I choose the one with highest value of local order parameter as the motif type. So, in above ‘octahedral’ is the type. When I use this approach, like in MoS2 and many others, there are trigonal prism kind of structure, why the module did not capture such environment or how these environments are determined?
In addition pymatgen site_is_of_motif_type doesnot captures all types as mentioned in
the documentation.
In addition:
I used, pymatgen.analysis.chemenv.coordination_environments.coordination_geometry_finder import LocalGeometryFinder. There are many listed strategies. For some compounds there is discrepancy in type returned by using one vs the other strategy. As an example for Mn2V2O7 as mentioned above the default approach returns it as tetrahedra for V while the SimpleChemenvStrategy returns it as Trigonal pyramid. In the paper they referenced mentioned that the one with lowest value of continuous symmetry measure corresponds to the most perfect environment. By using these two strategy the CSM value for V is different and the type as well. First one measure CSM as 0.62 (minimum), while the second one gives it as 1.48. Which way we should use?
Thanks in advance.

The local order parameter value can range from 0 to 1, generally a value of 0.5 is not that great, i.e. in this case even though octahedral is the best match from its dictionary of known local environments, it is likely not actually octahedral.

By manual inspection, it does look like Mn is in a very-distorted octahedral-like environment, so this analysis seems accurate.

If you look at the V site, I would say the most accurate co-ordination is a distorted trigonal bipyramid.
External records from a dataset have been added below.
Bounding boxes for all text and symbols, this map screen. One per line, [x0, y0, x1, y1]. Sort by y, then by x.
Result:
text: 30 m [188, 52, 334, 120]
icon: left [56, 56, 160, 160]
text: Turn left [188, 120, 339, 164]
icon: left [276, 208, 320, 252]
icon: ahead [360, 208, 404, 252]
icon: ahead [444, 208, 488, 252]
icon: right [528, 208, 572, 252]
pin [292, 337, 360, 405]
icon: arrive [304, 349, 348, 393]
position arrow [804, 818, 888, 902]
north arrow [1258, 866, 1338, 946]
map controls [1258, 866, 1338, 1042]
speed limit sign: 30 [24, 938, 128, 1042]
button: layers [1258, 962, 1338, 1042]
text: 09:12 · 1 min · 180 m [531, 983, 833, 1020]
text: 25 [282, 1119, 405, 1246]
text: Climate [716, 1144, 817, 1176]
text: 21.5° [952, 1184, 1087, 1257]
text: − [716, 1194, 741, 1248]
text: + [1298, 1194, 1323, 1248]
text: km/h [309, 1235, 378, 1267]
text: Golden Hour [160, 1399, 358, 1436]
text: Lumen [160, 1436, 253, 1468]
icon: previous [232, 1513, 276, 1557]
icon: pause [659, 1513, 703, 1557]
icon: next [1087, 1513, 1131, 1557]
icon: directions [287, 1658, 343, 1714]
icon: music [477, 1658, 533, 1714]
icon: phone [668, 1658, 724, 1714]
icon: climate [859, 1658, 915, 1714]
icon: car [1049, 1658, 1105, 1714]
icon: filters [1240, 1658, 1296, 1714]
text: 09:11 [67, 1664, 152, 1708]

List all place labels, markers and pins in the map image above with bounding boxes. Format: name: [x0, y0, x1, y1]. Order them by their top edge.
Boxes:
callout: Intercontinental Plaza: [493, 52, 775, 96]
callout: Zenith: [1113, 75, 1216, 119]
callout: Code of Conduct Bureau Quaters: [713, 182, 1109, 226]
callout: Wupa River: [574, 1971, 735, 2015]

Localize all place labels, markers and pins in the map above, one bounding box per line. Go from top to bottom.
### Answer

By definition, this also has character of tetrahedral (if you discount one bond) or trigonal pyramidal (if you discount two bonds), it really depends how many bonds you count. And, indeed, how many bonds are “actually there” is not something that can be determined from geometry alone and requires some chemical intuition.

I am less familiar with the chemenv strategies; these attempt to solve similar issues, though are older algorithms (this does not mean less correct, I’m simply less familiar with how well they’ve been tested).

Thank you so much for the explanation. Still, I am confused about the type obtained for MoS2 by computing local order parameters. The local order parameter value for ‘Mo’ in MoS2_mp_2815 is Octahedral (0.49), hexagonal planar (0.035) and pentagonal pyramidal (0.47). As, you explained the local order parameter value of 0.5 is even not good to make the decision about the type of environment present at any site, what other criteria we can use to assign the environment? In Material Project, site ‘Mo’ is explained as distorted edge sharing pentagonal pyramids . There are many compounds which contains site with Prism sharing environment, why such environments are not included? or it contains different name?

site_is_of_motif_typ from pymatgen.analysis.chem_env returns None for the environment type for site ‘Mo’ in MoS2 mentioned before. Is that because of local order parameter value less than 0.5?

I haven’t had a chance to look at the MoS2 case yet, but to answer the chemenv question: the chemenv module is completely independent from the order parameters / localenv analysis. Even though they try to answer similar questions, they were developed and implemented independently of each other.

Thank you so much. Yes, the chemenv module is independent of order parameters, it use continuous symmetry measure (CSM) and identify the one with lowest CSM as the environment type. Could you please take a look at MoS2, when you find some time and suggest me.
Thanks again for the prompt response.